##### INFORMATION PROVIDED #####

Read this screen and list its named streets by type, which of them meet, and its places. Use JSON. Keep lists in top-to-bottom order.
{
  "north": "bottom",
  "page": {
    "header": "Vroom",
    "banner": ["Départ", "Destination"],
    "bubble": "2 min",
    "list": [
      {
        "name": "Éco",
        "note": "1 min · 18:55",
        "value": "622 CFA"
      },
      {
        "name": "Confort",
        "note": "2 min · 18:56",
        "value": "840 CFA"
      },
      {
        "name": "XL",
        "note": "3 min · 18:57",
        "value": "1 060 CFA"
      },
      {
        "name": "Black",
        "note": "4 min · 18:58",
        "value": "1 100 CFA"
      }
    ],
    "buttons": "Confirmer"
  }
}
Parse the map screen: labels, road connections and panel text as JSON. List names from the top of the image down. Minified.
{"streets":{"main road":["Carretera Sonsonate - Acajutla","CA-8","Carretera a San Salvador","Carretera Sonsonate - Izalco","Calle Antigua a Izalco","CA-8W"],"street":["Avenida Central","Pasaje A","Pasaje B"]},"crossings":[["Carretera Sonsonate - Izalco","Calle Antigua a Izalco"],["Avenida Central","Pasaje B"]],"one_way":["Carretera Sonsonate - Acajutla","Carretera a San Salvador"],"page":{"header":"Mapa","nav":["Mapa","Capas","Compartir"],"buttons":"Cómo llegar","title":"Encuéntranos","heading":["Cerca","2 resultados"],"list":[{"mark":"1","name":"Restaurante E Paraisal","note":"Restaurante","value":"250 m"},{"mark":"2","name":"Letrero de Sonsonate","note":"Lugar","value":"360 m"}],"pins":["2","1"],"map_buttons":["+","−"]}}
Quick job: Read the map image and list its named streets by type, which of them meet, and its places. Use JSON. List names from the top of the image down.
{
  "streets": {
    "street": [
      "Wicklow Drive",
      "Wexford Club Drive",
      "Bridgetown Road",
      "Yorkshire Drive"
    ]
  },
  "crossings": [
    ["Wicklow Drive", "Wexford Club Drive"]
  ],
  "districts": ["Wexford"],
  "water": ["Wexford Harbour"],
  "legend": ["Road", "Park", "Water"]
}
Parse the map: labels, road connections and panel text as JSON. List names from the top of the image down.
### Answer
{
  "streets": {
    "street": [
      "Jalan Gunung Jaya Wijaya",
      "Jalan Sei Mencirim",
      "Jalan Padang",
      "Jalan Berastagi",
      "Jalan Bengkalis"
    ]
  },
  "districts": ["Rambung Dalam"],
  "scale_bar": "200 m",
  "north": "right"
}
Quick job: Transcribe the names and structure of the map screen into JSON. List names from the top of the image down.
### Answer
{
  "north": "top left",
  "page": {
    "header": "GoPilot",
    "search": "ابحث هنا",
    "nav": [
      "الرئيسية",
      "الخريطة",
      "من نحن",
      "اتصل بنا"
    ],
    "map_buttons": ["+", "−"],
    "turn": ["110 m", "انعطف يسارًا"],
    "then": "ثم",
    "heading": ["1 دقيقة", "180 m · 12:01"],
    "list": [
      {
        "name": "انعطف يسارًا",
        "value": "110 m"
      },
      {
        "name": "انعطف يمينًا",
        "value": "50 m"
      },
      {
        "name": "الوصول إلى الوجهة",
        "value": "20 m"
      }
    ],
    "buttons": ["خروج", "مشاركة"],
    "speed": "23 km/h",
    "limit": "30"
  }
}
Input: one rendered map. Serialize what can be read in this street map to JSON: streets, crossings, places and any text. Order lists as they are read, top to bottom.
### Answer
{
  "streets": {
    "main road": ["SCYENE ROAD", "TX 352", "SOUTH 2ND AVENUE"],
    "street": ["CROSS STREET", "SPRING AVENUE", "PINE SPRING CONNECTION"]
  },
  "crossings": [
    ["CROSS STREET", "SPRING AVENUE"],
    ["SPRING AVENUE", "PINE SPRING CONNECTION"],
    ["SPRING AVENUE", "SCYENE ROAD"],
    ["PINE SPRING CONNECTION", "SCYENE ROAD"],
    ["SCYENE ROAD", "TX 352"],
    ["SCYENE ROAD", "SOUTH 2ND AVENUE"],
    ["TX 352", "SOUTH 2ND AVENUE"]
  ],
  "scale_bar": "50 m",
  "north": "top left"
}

#####

## INSTRUCTIONS FOR THE TASK
Could you transcribe the whole listing above without any edits?

## ANSWER TO THIS TASK
Read this screen and list its named streets by type, which of them meet, and its places. Use JSON. Keep lists in top-to-bottom order.
{
  "north": "bottom",
  "page": {
    "header": "Vroom",
    "banner": ["Départ", "Destination"],
    "bubble": "2 min",
    "list": [
      {
        "name": "Éco",
        "note": "1 min · 18:55",
        "value": "622 CFA"
      },
      {
        "name": "Confort",
        "note": "2 min · 18:56",
        "value": "840 CFA"
      },
      {
        "name": "XL",
        "note": "3 min · 18:57",
        "value": "1 060 CFA"
      },
      {
        "name": "Black",
        "note": "4 min · 18:58",
        "value": "1 100 CFA"
      }
    ],
    "buttons": "Confirmer"
  }
}
Parse the map screen: labels, road connections and panel text as JSON. List names from the top of the image down. Minified.
{"streets":{"main road":["Carretera Sonsonate - Acajutla","CA-8","Carretera a San Salvador","Carretera Sonsonate - Izalco","Calle Antigua a Izalco","CA-8W"],"street":["Avenida Central","Pasaje A","Pasaje B"]},"crossings":[["Carretera Sonsonate - Izalco","Calle Antigua a Izalco"],["Avenida Central","Pasaje B"]],"one_way":["Carretera Sonsonate - Acajutla","Carretera a San Salvador"],"page":{"header":"Mapa","nav":["Mapa","Capas","Compartir"],"buttons":"Cómo llegar","title":"Encuéntranos","heading":["Cerca","2 resultados"],"list":[{"mark":"1","name":"Restaurante E Paraisal","note":"Restaurante","value":"250 m"},{"mark":"2","name":"Letrero de Sonsonate","note":"Lugar","value":"360 m"}],"pins":["2","1"],"map_buttons":["+","−"]}}
Quick job: Read the map image and list its named streets by type, which of them meet, and its places. Use JSON. List names from the top of the image down.
{
  "streets": {
    "street": [
      "Wicklow Drive",
      "Wexford Club Drive",
      "Bridgetown Road",
      "Yorkshire Drive"
    ]
  },
  "crossings": [
    ["Wicklow Drive", "Wexford Club Drive"]
  ],
  "districts": ["Wexford"],
  "water": ["Wexford Harbour"],
  "legend": ["Road", "Park", "Water"]
}
Parse the map: labels, road connections and panel text as JSON. List names from the top of the image down.
### Answer
{
  "streets": {
    "street": [
      "Jalan Gunung Jaya Wijaya",
      "Jalan Sei Mencirim",
      "Jalan Padang",
      "Jalan Berastagi",
      "Jalan Bengkalis"
    ]
  },
  "districts": ["Rambung Dalam"],
  "scale_bar": "200 m",
  "north": "right"
}
Quick job: Transcribe the names and structure of the map screen into JSON. List names from the top of the image down.
### Answer
{
  "north": "top left",
  "page": {
    "header": "GoPilot",
    "search": "ابحث هنا",
    "nav": [
      "الرئيسية",
      "الخريطة",
      "من نحن",
      "اتصل بنا"
    ],
    "map_buttons": ["+", "−"],
    "turn": ["110 m", "انعطف يسارًا"],
    "then": "ثم",
    "heading": ["1 دقيقة", "180 m · 12:01"],
    "list": [
      {
        "name": "انعطف يسارًا",
        "value": "110 m"
      },
      {
        "name": "انعطف يمينًا",
        "value": "50 m"
      },
      {
        "name": "الوصول إلى الوجهة",
        "value": "20 m"
      }
    ],
    "buttons": ["خروج", "مشاركة"],
    "speed": "23 km/h",
    "limit": "30"
  }
}
Input: one rendered map. Serialize what can be read in this street map to JSON: streets, crossings, places and any text. Order lists as they are read, top to bottom.
### Answer
{
  "streets": {
    "main road": ["SCYENE ROAD", "TX 352", "SOUTH 2ND AVENUE"],
    "street": ["CROSS STREET", "SPRING AVENUE", "PINE SPRING CONNECTION"]
  },
  "crossings": [
    ["CROSS STREET", "SPRING AVENUE"],
    ["SPRING AVENUE", "PINE SPRING CONNECTION"],
    ["SPRING AVENUE", "SCYENE ROAD"],
    ["PINE SPRING CONNECTION", "SCYENE ROAD"],
    ["SCYENE ROAD", "TX 352"],
    ["SCYENE ROAD", "SOUTH 2ND AVENUE"],
    ["TX 352", "SOUTH 2ND AVENUE"]
  ],
  "scale_bar": "50 m",
  "north": "top left"
}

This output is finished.